### Data provided ###
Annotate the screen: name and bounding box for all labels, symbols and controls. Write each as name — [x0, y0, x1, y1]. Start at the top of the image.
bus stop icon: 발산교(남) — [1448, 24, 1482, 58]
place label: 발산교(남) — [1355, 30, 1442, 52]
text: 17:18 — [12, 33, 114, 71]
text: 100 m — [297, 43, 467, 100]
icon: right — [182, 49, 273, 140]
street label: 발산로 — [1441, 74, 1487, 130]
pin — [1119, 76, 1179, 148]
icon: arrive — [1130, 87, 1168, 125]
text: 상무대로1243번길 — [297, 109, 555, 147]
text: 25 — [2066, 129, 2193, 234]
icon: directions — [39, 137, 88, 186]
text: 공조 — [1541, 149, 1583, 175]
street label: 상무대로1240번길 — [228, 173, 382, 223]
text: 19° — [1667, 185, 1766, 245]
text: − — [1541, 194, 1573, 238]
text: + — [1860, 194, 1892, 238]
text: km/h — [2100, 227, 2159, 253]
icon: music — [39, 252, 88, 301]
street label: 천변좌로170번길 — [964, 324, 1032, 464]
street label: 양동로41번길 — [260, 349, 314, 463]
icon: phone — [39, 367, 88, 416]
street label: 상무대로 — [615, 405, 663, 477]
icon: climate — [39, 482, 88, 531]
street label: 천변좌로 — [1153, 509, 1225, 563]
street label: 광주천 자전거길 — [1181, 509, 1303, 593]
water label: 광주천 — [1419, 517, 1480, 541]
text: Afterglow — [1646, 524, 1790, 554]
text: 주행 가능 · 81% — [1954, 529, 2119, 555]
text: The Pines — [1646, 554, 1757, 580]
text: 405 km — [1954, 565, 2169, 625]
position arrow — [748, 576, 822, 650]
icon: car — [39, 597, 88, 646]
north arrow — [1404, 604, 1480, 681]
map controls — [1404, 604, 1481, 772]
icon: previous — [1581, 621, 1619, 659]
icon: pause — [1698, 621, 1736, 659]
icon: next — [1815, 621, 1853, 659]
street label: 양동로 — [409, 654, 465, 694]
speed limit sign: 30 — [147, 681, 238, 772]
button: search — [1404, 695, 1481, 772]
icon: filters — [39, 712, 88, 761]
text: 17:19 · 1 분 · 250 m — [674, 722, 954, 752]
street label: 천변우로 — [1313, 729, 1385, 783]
###
## Exercise description
Every line above that includes the word "street" must appear in the answer.

## Result below
street label: 발산로 — [1441, 74, 1487, 130]
street label: 상무대로1240번길 — [228, 173, 382, 223]
street label: 천변좌로170번길 — [964, 324, 1032, 464]
street label: 양동로41번길 — [260, 349, 314, 463]
street label: 상무대로 — [615, 405, 663, 477]
street label: 천변좌로 — [1153, 509, 1225, 563]
street label: 광주천 자전거길 — [1181, 509, 1303, 593]
street label: 양동로 — [409, 654, 465, 694]
street label: 천변우로 — [1313, 729, 1385, 783]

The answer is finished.